In the card, she also quoted Nietzsche, “Amor fati—the Love of your fate, which is in fact your life.” She continues to write, “As he says, if you say no to a single factor in your life you have unraveled the whole thing. Furthermore, the more challenging or threatening the situation or context to be assimulated and affirmed the greater the stature of the person who can achieve it. The demon that you can swallow gives you its power, and the greater life’s pain the greater life’s reply.”

She was one of the strongest influences on me in high school with her belief in fate. I used to go over to their house and she would tell me stories of her life, how she felt her husband was her fate, how she was so pulled to him, how her children and everything in her life was meant to be. When I saw The Business of Being Born, she told me about her own home birth with my best friend, how she would make people view the slide show when they would come visit and they must have thought her crazy. I was so moved by her free spirit, the normalcy of sharing your home birth on a slide show. I assured her she is not crazy, that that is something I would do—but then we both realized that that is the reason we love each other—so we can feel normal around each other! I thank her all the time for having my best friend.

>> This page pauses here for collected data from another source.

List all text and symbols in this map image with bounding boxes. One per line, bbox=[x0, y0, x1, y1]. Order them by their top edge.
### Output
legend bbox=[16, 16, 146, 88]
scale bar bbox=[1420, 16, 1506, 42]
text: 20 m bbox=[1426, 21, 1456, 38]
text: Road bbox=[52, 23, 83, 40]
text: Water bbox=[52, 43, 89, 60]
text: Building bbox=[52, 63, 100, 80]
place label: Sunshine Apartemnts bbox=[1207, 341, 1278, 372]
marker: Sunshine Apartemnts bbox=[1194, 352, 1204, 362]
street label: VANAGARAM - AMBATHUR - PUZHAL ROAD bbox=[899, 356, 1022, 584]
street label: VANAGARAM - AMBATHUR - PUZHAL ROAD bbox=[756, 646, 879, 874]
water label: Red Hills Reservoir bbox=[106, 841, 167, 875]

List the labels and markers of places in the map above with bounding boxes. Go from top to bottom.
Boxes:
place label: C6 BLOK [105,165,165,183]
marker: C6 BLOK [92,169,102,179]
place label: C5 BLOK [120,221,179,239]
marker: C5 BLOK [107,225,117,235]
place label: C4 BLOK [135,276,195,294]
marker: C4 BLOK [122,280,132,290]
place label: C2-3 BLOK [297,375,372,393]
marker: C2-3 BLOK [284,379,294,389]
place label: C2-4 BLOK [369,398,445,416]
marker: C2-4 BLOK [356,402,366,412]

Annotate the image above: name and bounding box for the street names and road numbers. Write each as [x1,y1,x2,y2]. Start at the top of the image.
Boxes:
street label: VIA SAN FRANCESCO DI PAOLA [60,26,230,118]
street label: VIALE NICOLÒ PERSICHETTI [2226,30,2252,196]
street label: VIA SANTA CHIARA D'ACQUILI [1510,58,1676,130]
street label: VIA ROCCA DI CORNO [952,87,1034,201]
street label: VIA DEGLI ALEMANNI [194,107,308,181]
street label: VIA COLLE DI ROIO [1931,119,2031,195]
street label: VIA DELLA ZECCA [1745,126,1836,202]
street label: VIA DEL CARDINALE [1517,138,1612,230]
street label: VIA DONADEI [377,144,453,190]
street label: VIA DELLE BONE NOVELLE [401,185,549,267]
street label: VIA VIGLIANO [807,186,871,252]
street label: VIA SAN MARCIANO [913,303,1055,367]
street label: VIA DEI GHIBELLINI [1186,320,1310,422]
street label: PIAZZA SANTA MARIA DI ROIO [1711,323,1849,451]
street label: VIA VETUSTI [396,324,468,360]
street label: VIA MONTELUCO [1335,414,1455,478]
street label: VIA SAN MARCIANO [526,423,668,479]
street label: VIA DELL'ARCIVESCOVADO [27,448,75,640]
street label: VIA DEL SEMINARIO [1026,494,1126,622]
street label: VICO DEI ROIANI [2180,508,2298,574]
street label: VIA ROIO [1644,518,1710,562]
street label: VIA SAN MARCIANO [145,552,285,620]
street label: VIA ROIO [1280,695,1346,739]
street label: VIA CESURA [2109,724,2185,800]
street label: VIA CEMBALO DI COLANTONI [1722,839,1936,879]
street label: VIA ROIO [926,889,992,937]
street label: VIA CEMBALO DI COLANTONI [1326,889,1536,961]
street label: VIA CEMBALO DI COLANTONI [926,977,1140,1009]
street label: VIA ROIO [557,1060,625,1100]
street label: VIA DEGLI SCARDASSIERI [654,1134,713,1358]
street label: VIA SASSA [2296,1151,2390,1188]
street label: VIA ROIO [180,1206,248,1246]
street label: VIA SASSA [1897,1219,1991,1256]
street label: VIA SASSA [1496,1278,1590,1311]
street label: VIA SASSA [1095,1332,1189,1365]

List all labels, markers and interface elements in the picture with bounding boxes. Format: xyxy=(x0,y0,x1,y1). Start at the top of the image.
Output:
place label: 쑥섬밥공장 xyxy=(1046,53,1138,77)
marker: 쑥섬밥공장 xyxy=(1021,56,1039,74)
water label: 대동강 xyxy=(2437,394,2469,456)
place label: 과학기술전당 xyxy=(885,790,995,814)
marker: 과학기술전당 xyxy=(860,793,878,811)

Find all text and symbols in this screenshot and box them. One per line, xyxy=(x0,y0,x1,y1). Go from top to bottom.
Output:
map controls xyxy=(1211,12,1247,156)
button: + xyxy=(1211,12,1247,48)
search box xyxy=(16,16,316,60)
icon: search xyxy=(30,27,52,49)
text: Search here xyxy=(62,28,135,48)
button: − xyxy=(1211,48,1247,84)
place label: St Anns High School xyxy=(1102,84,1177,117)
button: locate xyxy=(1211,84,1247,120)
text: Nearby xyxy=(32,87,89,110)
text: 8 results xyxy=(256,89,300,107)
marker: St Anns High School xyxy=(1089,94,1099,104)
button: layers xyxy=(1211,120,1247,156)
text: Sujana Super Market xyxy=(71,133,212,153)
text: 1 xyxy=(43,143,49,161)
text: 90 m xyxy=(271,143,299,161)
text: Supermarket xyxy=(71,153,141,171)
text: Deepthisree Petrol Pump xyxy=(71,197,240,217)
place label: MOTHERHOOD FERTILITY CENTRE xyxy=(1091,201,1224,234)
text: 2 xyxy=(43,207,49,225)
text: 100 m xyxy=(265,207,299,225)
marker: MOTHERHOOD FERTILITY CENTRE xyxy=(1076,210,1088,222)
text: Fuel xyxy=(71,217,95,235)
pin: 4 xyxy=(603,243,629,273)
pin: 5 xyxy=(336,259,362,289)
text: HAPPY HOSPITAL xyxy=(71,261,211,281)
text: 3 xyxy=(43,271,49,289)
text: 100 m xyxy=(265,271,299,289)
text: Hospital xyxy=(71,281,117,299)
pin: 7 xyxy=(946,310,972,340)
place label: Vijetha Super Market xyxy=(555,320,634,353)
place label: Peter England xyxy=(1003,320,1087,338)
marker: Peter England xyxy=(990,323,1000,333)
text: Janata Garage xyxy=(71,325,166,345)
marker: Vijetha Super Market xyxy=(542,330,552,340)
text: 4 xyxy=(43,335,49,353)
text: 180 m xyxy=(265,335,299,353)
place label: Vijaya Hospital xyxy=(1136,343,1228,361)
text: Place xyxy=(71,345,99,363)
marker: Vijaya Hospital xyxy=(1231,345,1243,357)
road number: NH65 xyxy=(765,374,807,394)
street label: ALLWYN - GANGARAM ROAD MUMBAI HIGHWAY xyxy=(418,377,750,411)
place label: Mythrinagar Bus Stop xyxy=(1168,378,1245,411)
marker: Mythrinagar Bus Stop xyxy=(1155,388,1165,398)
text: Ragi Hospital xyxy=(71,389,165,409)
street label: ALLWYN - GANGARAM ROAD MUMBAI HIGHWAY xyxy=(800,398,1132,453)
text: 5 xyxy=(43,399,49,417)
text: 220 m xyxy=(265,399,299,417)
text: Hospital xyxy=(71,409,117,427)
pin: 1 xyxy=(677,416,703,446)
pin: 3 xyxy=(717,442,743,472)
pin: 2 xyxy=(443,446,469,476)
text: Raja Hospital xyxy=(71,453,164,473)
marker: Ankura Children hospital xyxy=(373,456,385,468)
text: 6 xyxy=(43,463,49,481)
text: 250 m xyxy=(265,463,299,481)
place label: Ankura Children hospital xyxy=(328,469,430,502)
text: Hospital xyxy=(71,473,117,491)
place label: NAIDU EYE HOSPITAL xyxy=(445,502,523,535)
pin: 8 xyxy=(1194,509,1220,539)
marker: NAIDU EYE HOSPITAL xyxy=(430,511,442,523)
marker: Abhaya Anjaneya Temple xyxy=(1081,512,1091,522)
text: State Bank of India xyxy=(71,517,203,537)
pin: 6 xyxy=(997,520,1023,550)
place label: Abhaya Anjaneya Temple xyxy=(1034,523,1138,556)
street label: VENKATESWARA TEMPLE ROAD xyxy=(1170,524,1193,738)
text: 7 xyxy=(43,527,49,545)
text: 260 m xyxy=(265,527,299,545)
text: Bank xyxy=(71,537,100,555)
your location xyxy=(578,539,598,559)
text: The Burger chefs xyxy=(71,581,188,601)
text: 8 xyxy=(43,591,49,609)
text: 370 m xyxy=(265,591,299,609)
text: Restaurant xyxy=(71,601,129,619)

She taught me to send a card when he pulled away when he was diagnosed with Hodgkin's Lymphoma. She said to send him one every day for a week just saying you make my life better knowing you. Or I'm thinking of you. Just something simple she said to let him know he is in my thoughts, that I care.

I am better for knowing all of them.

Her affirmation is, "Every day in every way I'm getting better."

She is making me better by getting better.